• _EXERCISE BRIEF_:
Please return all lines in the listing holding the word "canvas".

• _AVAILABLE DATA_:
========================================
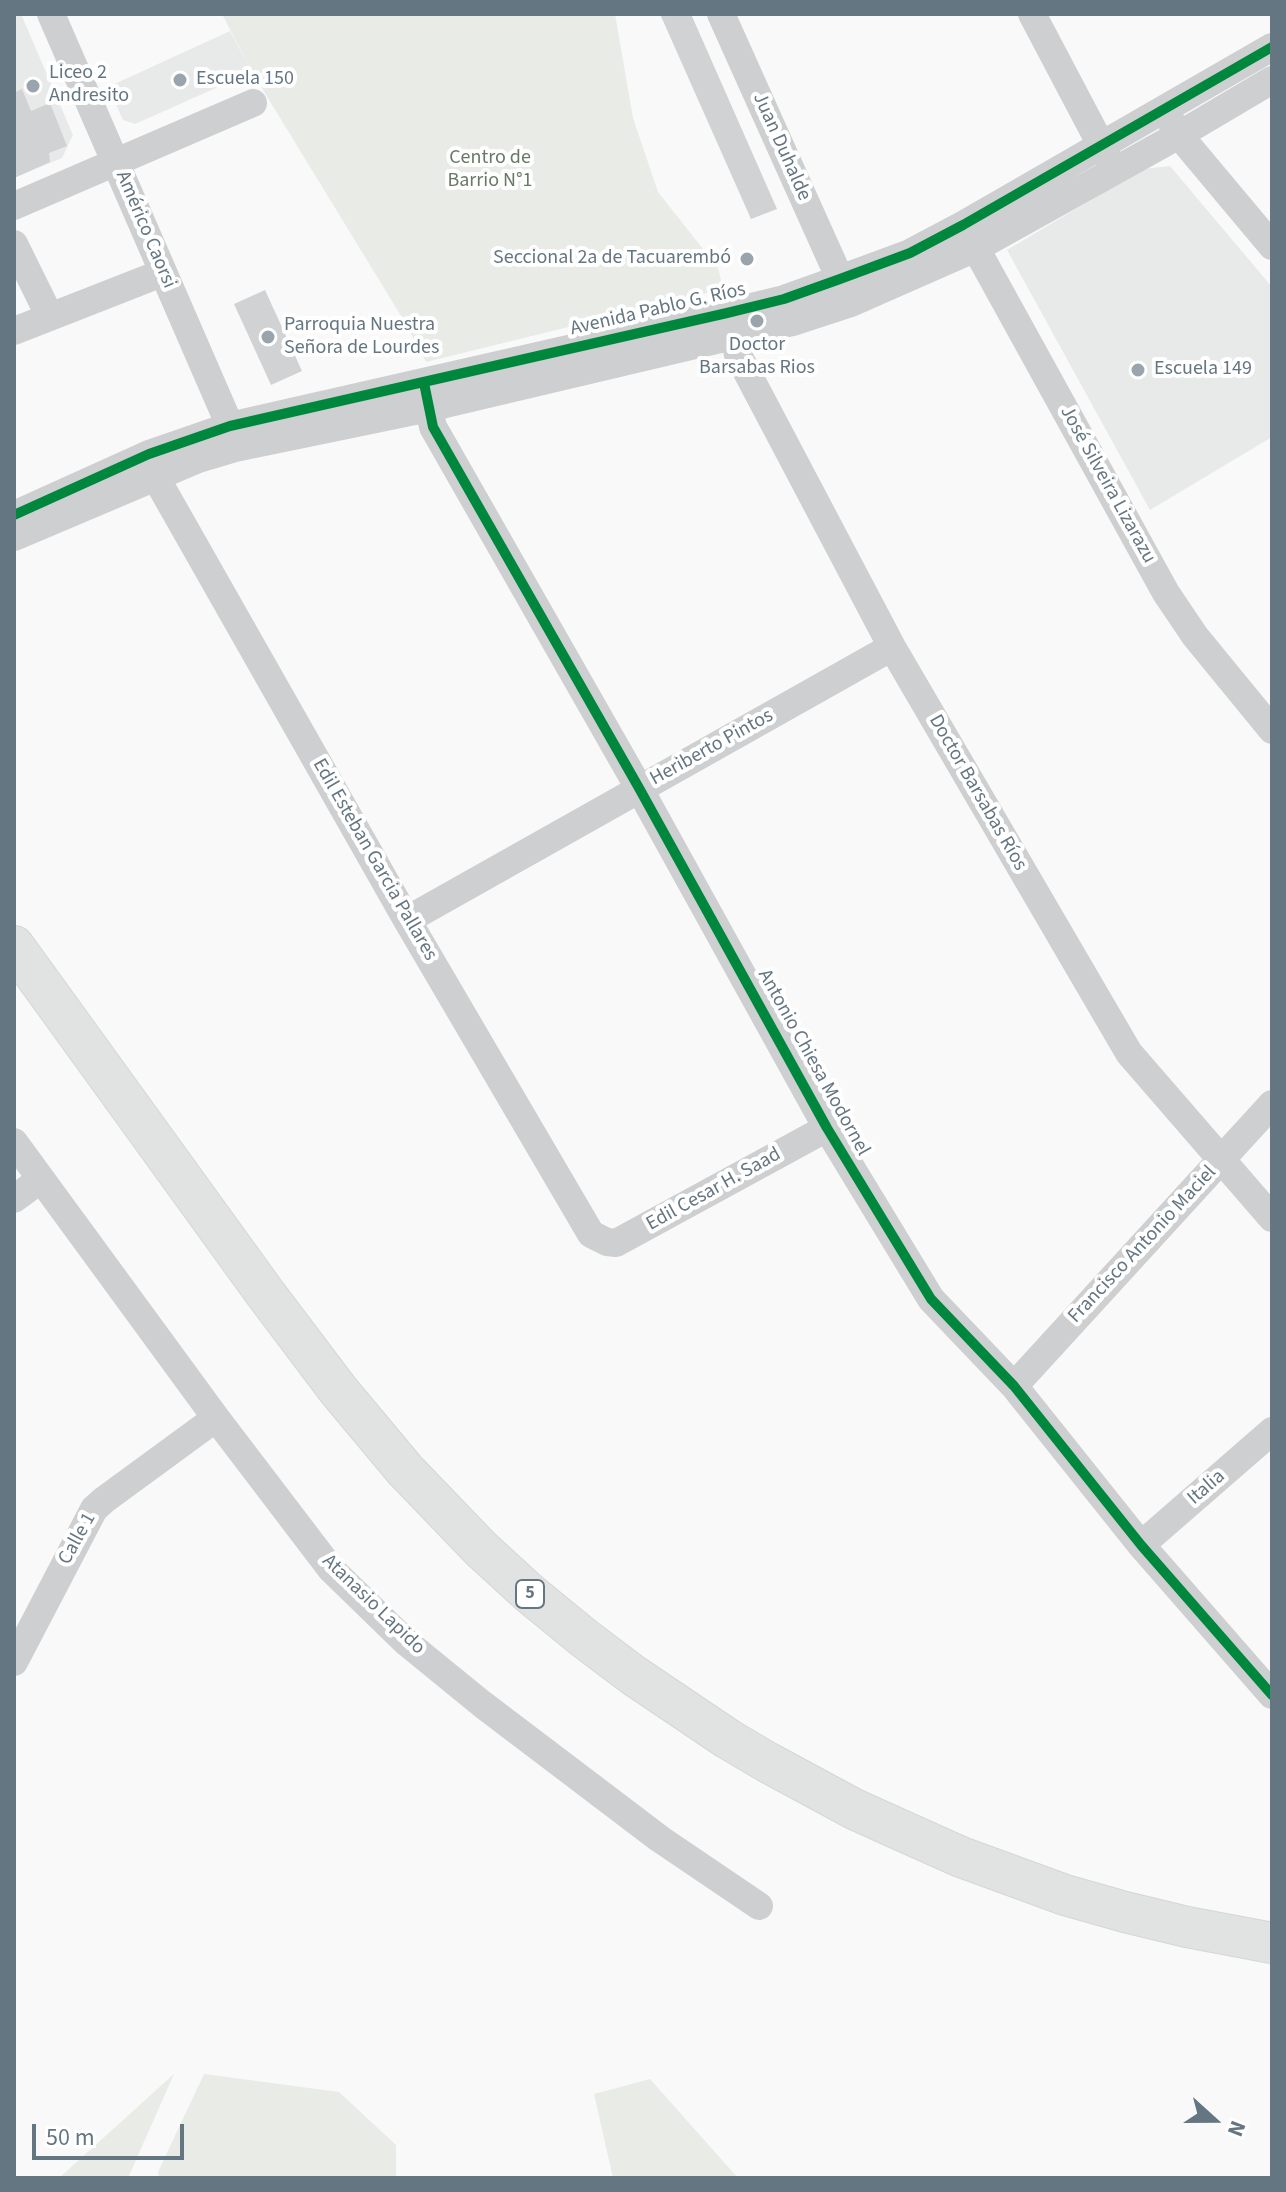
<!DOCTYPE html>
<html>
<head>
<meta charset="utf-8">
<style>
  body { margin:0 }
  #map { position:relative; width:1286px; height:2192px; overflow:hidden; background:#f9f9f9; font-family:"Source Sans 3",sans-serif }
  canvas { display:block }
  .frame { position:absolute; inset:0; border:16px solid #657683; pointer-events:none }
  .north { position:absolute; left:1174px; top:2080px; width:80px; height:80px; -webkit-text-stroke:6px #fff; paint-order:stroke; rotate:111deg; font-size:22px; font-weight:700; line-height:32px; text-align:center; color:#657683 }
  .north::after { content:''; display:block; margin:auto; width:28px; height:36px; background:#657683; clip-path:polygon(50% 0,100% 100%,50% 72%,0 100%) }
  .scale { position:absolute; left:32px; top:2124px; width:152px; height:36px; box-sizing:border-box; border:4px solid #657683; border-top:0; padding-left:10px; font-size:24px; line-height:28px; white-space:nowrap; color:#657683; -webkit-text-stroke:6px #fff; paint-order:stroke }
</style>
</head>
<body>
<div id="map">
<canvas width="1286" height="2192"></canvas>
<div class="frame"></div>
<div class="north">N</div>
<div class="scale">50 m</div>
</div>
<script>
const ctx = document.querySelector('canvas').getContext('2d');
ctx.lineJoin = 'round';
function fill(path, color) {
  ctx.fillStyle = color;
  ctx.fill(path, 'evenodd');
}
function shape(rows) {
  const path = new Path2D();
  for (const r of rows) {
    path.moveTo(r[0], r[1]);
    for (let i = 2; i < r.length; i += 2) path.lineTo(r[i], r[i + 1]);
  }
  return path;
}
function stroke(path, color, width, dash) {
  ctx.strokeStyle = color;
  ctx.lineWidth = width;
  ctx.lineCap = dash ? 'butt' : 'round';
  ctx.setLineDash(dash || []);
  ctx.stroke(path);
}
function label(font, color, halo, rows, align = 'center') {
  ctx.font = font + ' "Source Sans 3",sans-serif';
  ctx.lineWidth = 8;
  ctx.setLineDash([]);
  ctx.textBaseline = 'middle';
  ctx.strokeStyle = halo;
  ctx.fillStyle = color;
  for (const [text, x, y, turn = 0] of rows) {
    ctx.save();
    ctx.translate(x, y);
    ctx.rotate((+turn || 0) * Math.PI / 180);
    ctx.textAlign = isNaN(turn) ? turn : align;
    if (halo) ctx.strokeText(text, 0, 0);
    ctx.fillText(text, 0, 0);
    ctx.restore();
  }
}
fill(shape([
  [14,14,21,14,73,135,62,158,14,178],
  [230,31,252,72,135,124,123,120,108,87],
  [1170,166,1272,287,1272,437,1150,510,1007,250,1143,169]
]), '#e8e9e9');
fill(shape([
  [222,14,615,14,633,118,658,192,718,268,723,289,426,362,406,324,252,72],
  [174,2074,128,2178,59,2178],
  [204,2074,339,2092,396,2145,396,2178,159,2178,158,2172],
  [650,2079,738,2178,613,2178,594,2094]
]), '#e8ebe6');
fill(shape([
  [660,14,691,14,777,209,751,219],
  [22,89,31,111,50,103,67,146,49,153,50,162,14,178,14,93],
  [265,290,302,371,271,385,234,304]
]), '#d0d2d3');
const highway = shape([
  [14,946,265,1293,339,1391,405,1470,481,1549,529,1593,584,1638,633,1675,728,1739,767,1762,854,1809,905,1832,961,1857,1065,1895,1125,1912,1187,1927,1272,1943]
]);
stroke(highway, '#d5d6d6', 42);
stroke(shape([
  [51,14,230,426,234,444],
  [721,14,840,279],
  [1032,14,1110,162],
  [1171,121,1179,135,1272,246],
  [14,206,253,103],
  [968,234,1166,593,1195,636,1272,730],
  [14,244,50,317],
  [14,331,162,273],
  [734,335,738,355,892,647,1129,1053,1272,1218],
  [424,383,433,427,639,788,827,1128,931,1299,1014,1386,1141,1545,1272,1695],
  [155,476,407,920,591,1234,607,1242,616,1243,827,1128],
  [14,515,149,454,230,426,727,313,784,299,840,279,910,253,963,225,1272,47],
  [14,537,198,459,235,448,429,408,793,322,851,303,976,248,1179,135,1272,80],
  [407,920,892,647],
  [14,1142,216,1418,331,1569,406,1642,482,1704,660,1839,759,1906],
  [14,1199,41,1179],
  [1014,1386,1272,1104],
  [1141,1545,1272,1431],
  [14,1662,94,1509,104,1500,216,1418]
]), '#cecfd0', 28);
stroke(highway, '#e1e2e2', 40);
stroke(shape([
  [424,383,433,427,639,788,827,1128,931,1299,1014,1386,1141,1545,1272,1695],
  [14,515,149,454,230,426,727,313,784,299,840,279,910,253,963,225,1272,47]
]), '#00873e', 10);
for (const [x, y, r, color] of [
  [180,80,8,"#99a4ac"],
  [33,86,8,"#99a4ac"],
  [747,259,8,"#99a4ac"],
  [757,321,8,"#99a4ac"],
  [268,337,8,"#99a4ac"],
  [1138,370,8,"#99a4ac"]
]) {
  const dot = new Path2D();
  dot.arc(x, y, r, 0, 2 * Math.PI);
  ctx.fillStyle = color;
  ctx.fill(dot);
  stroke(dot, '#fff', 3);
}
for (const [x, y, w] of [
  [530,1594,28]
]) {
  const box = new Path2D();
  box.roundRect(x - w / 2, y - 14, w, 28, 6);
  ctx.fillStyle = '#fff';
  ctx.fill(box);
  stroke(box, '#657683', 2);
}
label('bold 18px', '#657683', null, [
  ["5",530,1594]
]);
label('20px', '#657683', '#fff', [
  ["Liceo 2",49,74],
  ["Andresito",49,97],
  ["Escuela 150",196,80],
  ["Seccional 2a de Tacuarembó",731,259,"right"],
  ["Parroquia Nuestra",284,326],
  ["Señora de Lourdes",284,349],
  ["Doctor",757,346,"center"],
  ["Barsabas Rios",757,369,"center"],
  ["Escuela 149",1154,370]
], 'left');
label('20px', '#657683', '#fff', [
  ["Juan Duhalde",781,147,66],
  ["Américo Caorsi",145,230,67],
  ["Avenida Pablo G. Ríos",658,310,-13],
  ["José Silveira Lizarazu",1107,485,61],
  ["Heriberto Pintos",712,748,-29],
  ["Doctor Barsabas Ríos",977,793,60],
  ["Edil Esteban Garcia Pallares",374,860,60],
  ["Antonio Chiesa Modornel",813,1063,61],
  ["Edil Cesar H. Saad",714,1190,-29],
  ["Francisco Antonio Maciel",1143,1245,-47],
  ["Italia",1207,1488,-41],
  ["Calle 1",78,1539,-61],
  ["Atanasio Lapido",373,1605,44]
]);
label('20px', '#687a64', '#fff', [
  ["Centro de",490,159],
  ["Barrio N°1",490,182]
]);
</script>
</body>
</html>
========================================
• _YOUR RESPONSE_:
  canvas { display:block }
<canvas width="1286" height="2192"></canvas>
const ctx = document.querySelector('canvas').getContext('2d');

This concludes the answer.